Dataset items
***
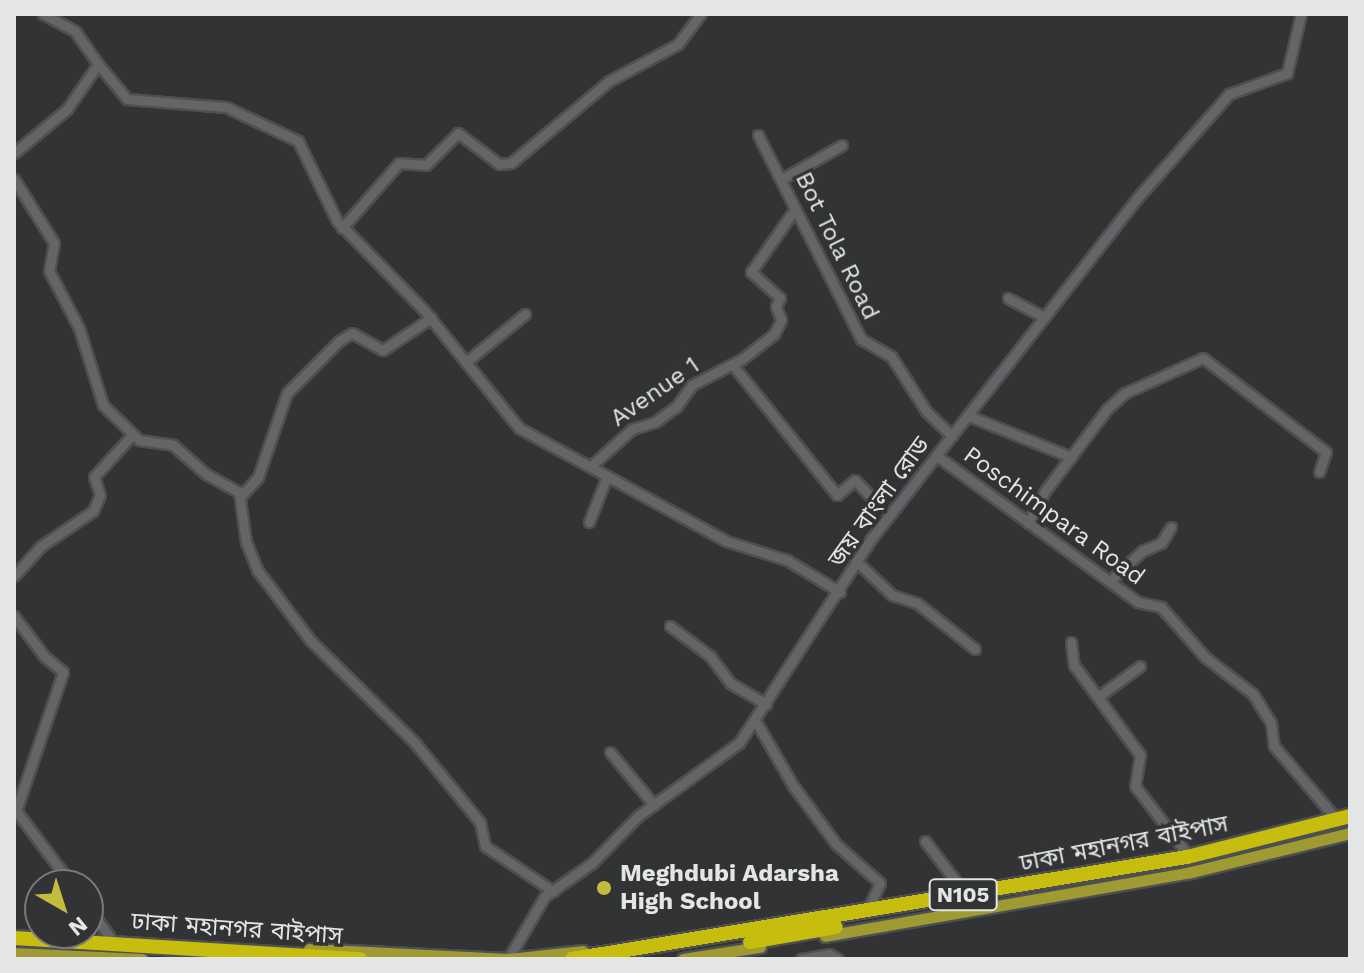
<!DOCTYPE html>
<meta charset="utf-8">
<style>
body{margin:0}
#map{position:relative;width:1364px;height:973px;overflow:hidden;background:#313334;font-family:"Work Sans","Noto Sans Bengali",sans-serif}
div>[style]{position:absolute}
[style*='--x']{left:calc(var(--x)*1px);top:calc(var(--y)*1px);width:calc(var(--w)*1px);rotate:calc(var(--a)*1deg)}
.roads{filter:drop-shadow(2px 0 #4e4f51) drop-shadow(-2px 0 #4e4f51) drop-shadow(0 2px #4e4f51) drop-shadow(0 -2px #4e4f51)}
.minor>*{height:9px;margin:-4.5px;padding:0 4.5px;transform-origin:4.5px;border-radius:4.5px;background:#636567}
.major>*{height:11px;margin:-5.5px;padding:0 5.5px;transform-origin:5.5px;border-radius:5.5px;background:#9f9a32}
.highway>*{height:14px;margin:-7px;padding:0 7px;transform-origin:7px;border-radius:7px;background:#c7bd0f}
.dots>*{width:22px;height:22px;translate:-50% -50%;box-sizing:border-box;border:4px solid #313334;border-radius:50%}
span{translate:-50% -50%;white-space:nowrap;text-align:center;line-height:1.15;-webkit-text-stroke:7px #313334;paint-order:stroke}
.shield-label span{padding:2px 6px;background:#313334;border:2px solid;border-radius:6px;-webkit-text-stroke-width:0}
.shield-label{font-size:22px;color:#e3e5e6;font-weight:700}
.street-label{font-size:24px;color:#e3e5e6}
.poi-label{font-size:24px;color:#e3e5e6;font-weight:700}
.left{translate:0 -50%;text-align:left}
.frame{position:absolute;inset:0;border:16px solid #e3e5e6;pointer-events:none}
.north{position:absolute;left:24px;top:869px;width:80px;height:80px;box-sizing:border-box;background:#313334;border:2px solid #787a7b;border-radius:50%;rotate:141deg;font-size:22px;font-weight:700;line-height:32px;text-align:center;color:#e3e5e6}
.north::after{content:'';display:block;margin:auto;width:28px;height:36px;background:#c4bc3e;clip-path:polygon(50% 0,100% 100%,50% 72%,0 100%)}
</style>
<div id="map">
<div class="roads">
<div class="minor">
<div style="--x:98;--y:64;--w:45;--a:50.4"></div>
<div style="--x:127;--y:99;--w:99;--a:4.6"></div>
<div style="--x:226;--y:107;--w:80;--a:25.3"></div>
<div style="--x:298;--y:141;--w:89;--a:64"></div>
<div style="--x:337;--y:221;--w:123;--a:45.7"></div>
<div style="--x:423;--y:309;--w:153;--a:51.1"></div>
<div style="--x:519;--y:428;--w:236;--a:28.6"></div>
<div style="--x:726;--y:541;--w:64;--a:17.3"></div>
<div style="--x:787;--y:560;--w:62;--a:31.1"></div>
<div style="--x:758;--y:135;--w:229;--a:63.2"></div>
<div style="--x:861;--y:339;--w:34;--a:30"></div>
<div style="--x:891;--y:356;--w:65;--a:57.5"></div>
<div style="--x:926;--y:411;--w:36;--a:44"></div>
<div style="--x:14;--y:153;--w:69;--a:-39.7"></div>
<div style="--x:67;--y:109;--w:55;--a:-55.4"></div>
<div style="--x:98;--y:64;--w:40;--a:-124.9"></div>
<div style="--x:75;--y:31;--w:36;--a:-152"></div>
<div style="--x:14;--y:179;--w:75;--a:58"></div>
<div style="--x:54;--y:243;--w:28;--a:100"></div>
<div style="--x:49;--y:271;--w:64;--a:62.2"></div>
<div style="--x:79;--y:328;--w:81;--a:72.7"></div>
<div style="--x:103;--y:405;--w:50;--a:44.2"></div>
<div style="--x:139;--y:440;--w:34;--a:8"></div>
<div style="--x:173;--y:445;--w:44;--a:41.3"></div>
<div style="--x:206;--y:474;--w:38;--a:29"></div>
<div style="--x:239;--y:492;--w:50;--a:82"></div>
<div style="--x:246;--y:542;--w:31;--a:68"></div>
<div style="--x:258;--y:571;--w:88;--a:52.9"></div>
<div style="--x:311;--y:641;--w:146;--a:44.4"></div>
<div style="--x:415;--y:743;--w:102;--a:50.6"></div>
<div style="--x:480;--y:822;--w:25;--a:78"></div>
<div style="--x:485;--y:846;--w:82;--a:33.5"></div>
<div style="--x:782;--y:179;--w:69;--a:-29.5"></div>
<div style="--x:342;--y:228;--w:86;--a:-48.8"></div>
<div style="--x:399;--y:163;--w:27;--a:4"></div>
<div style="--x:426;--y:165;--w:45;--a:-45"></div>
<div style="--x:458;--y:133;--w:51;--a:37.1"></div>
<div style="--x:499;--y:164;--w:12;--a:-5"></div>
<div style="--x:511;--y:163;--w:128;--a:-39.9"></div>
<div style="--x:609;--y:81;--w:78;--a:-28.2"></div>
<div style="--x:678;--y:44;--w:38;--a:-53"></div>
<div style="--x:1008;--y:298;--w:41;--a:27.8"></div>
<div style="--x:466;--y:362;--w:76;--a:-39.1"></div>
<div style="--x:732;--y:364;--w:168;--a:51.3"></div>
<div style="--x:837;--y:495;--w:23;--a:-40"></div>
<div style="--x:855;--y:480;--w:21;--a:47"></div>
<div style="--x:969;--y:416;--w:110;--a:21.9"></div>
<div style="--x:937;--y:456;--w:248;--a:36"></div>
<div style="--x:1138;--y:602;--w:24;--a:12"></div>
<div style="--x:1161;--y:607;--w:67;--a:48.7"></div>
<div style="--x:1205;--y:657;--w:61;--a:37.6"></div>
<div style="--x:1253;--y:694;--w:34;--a:58"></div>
<div style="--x:1271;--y:723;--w:23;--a:83"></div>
<div style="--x:1274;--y:746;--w:91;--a:49.5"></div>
<div style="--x:592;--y:465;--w:54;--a:-42"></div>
<div style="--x:632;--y:429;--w:24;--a:-17"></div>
<div style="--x:655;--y:422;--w:26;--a:-36"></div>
<div style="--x:676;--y:407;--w:27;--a:-54"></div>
<div style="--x:692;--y:385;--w:56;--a:-27.5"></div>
<div style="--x:742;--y:359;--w:41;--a:-38"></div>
<div style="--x:774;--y:334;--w:16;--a:-63"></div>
<div style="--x:781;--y:320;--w:15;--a:-110"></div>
<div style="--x:776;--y:306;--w:9;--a:-63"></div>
<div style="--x:780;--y:298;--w:39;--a:-138"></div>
<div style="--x:751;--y:272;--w:73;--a:-55"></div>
<div style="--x:242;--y:495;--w:24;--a:-48"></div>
<div style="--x:258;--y:477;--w:89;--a:-71"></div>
<div style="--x:287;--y:393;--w:74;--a:-45"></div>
<div style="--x:339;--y:341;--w:15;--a:-32"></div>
<div style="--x:352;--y:333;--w:35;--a:29"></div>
<div style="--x:383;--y:350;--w:58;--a:-33.7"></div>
<div style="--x:589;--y:522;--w:49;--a:-68.6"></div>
<div style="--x:1028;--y:523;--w:36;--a:-62"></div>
<div style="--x:1045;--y:491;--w:103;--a:-52.9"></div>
<div style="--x:1107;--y:409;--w:24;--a:-42"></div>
<div style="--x:1125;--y:393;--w:85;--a:-24.2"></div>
<div style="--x:1203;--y:358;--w:155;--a:37.4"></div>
<div style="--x:1326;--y:452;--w:21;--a:109"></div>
<div style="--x:856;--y:561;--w:50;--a:43.4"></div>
<div style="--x:892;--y:595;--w:26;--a:18"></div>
<div style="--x:917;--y:603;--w:74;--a:38.4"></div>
<div style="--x:14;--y:576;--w:40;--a:-48"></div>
<div style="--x:41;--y:546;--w:63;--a:-33.9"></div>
<div style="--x:93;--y:511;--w:17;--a:-66"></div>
<div style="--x:100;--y:495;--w:19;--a:-108"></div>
<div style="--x:94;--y:477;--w:57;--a:-47.9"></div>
<div style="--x:1112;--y:579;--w:41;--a:-43"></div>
<div style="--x:1142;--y:551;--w:21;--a:-23"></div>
<div style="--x:1161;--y:543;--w:19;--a:-58"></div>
<div style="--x:14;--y:616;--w:50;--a:53.1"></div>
<div style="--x:44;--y:656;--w:25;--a:40"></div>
<div style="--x:63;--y:672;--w:147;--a:108.7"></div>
<div style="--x:670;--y:626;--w:50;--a:36.9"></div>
<div style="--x:710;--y:656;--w:34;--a:53"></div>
<div style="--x:730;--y:683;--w:42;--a:30.3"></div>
<div style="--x:1071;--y:642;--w:23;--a:83"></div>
<div style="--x:1074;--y:665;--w:112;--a:53.7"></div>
<div style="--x:1140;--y:755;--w:31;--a:99"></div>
<div style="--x:1135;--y:786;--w:82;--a:52.4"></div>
<div style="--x:1098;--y:697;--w:52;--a:-36.4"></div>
<div style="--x:755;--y:720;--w:78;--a:59.8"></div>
<div style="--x:794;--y:787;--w:71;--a:53.6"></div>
<div style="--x:836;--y:844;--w:59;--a:41.6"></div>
<div style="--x:880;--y:883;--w:23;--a:115"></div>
<div style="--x:610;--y:752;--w:69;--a:50.3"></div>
<div style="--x:14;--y:808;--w:96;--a:53"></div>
<div style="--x:925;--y:841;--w:59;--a:52.5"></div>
<div style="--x:88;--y:907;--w:37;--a:54"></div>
<div style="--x:508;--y:959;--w:73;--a:-59.6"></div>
<div style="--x:545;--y:896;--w:57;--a:-35.1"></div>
<div style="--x:592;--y:863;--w:66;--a:-45.6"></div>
<div style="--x:638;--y:816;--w:125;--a:-35.9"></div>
<div style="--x:739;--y:743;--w:243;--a:-57.1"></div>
<div style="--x:871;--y:539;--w:437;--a:-52"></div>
<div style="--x:1140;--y:195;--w:135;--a:-48.6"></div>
<div style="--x:1229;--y:94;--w:62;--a:-19.9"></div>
<div style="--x:1287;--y:73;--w:61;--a:-76.7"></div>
<div style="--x:801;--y:959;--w:28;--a:-10"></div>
<div style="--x:829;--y:954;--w:10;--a:29"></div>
</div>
<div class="major">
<div style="--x:825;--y:936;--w:372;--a:-9.9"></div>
<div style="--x:1191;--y:872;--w:164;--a:-13.8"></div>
<div style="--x:309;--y:949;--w:199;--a:2.9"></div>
<div style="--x:508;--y:959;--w:75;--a:-6.1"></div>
<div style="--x:14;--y:953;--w:128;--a:2.7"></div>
<div style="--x:683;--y:959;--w:78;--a:-8.9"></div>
</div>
<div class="highway">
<div style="--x:14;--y:938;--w:347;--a:3.5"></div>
<div style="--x:750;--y:942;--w:87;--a:-9.9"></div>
<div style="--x:572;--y:959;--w:623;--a:-9.42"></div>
<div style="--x:1187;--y:857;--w:168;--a:-14.1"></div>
</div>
</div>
<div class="dots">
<div style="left:604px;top:888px;background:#c4bc3e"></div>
</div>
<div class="shield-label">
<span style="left:963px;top:895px">N105</span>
</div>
<div class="street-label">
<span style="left:837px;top:246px;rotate:64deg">Bot Tola Road</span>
<span style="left:655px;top:392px;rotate:-35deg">Avenue 1</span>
<span style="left:879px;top:502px;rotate:-54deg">জয় বাংলা রোড</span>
<span style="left:1054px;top:516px;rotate:36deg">Poschimpara Road</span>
<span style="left:1124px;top:844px;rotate:-11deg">ঢাকা মহানগর বাইপাস</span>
<span style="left:237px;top:929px;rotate:4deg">ঢাকা মহানগর বাইপাস</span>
</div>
<div class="poi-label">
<span class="left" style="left:620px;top:888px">Meghdubi Adarsha<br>High School</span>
</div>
<div class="frame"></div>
<div class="north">N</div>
</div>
***
**EXERCISE DIRECTIONS**
Copy task for the entries above: every line with the string "roads".

**OUTPUT**
.roads{filter:drop-shadow(2px 0 #4e4f51) drop-shadow(-2px 0 #4e4f51) drop-shadow(0 2px #4e4f51) drop-shadow(0 -2px #4e4f51)}
<div class="roads">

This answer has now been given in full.